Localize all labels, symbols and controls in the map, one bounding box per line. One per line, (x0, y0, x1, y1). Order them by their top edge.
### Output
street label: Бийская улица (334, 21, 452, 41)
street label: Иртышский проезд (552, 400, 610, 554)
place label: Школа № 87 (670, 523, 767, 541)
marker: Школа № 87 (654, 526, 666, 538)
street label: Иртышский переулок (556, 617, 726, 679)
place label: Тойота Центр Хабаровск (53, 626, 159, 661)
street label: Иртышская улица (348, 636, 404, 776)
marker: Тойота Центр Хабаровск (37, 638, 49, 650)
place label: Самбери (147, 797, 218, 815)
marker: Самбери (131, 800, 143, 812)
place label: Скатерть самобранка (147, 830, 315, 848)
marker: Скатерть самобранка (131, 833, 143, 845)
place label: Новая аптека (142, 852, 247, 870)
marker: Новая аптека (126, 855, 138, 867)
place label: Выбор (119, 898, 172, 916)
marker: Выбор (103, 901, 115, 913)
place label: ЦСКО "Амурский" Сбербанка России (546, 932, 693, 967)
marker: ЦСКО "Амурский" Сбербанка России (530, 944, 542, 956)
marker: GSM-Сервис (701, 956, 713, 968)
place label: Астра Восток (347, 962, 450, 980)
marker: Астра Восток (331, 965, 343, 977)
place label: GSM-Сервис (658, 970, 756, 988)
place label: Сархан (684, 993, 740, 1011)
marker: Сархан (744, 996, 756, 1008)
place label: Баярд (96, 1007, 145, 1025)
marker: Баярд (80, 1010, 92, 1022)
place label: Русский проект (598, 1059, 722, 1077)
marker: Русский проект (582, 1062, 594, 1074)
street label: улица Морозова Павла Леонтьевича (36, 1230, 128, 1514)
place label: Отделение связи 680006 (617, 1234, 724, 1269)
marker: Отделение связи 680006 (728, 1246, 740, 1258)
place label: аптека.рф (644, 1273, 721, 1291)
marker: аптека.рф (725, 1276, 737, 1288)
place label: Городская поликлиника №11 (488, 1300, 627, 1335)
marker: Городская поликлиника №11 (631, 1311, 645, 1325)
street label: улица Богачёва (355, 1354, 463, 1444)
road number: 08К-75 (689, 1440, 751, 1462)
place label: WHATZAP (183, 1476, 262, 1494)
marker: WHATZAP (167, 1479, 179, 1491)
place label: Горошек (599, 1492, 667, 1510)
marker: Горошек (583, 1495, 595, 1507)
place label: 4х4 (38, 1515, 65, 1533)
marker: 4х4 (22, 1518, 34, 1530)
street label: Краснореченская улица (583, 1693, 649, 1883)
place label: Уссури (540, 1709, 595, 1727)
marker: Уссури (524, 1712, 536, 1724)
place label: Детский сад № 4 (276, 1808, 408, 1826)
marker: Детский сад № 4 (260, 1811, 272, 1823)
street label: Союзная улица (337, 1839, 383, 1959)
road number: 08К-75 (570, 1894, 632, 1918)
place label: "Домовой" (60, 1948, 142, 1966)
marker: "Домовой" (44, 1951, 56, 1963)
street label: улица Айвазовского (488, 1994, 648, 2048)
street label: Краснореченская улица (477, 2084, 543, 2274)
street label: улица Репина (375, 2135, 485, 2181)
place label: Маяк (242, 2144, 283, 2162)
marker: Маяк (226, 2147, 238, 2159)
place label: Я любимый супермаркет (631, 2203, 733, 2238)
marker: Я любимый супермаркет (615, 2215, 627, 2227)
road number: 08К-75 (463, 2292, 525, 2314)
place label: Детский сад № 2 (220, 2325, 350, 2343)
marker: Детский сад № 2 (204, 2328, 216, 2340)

****

**TASK OBJECTIVE**
Copy out every record exactly; leave nothing out.

**ANSWER FOR THE TASK**
Localize all labels, symbols and controls in the map, one bounding box per line. One per line, (x0, y0, x1, y1). Order them by their top edge.
### Output
street label: Бийская улица (334, 21, 452, 41)
street label: Иртышский проезд (552, 400, 610, 554)
place label: Школа № 87 (670, 523, 767, 541)
marker: Школа № 87 (654, 526, 666, 538)
street label: Иртышский переулок (556, 617, 726, 679)
place label: Тойота Центр Хабаровск (53, 626, 159, 661)
street label: Иртышская улица (348, 636, 404, 776)
marker: Тойота Центр Хабаровск (37, 638, 49, 650)
place label: Самбери (147, 797, 218, 815)
marker: Самбери (131, 800, 143, 812)
place label: Скатерть самобранка (147, 830, 315, 848)
marker: Скатерть самобранка (131, 833, 143, 845)
place label: Новая аптека (142, 852, 247, 870)
marker: Новая аптека (126, 855, 138, 867)
place label: Выбор (119, 898, 172, 916)
marker: Выбор (103, 901, 115, 913)
place label: ЦСКО "Амурский" Сбербанка России (546, 932, 693, 967)
marker: ЦСКО "Амурский" Сбербанка России (530, 944, 542, 956)
marker: GSM-Сервис (701, 956, 713, 968)
place label: Астра Восток (347, 962, 450, 980)
marker: Астра Восток (331, 965, 343, 977)
place label: GSM-Сервис (658, 970, 756, 988)
place label: Сархан (684, 993, 740, 1011)
marker: Сархан (744, 996, 756, 1008)
place label: Баярд (96, 1007, 145, 1025)
marker: Баярд (80, 1010, 92, 1022)
place label: Русский проект (598, 1059, 722, 1077)
marker: Русский проект (582, 1062, 594, 1074)
street label: улица Морозова Павла Леонтьевича (36, 1230, 128, 1514)
place label: Отделение связи 680006 (617, 1234, 724, 1269)
marker: Отделение связи 680006 (728, 1246, 740, 1258)
place label: аптека.рф (644, 1273, 721, 1291)
marker: аптека.рф (725, 1276, 737, 1288)
place label: Городская поликлиника №11 (488, 1300, 627, 1335)
marker: Городская поликлиника №11 (631, 1311, 645, 1325)
street label: улица Богачёва (355, 1354, 463, 1444)
road number: 08К-75 (689, 1440, 751, 1462)
place label: WHATZAP (183, 1476, 262, 1494)
marker: WHATZAP (167, 1479, 179, 1491)
place label: Горошек (599, 1492, 667, 1510)
marker: Горошек (583, 1495, 595, 1507)
place label: 4х4 (38, 1515, 65, 1533)
marker: 4х4 (22, 1518, 34, 1530)
street label: Краснореченская улица (583, 1693, 649, 1883)
place label: Уссури (540, 1709, 595, 1727)
marker: Уссури (524, 1712, 536, 1724)
place label: Детский сад № 4 (276, 1808, 408, 1826)
marker: Детский сад № 4 (260, 1811, 272, 1823)
street label: Союзная улица (337, 1839, 383, 1959)
road number: 08К-75 (570, 1894, 632, 1918)
place label: "Домовой" (60, 1948, 142, 1966)
marker: "Домовой" (44, 1951, 56, 1963)
street label: улица Айвазовского (488, 1994, 648, 2048)
street label: Краснореченская улица (477, 2084, 543, 2274)
street label: улица Репина (375, 2135, 485, 2181)
place label: Маяк (242, 2144, 283, 2162)
marker: Маяк (226, 2147, 238, 2159)
place label: Я любимый супермаркет (631, 2203, 733, 2238)
marker: Я любимый супермаркет (615, 2215, 627, 2227)
road number: 08К-75 (463, 2292, 525, 2314)
place label: Детский сад № 2 (220, 2325, 350, 2343)
marker: Детский сад № 2 (204, 2328, 216, 2340)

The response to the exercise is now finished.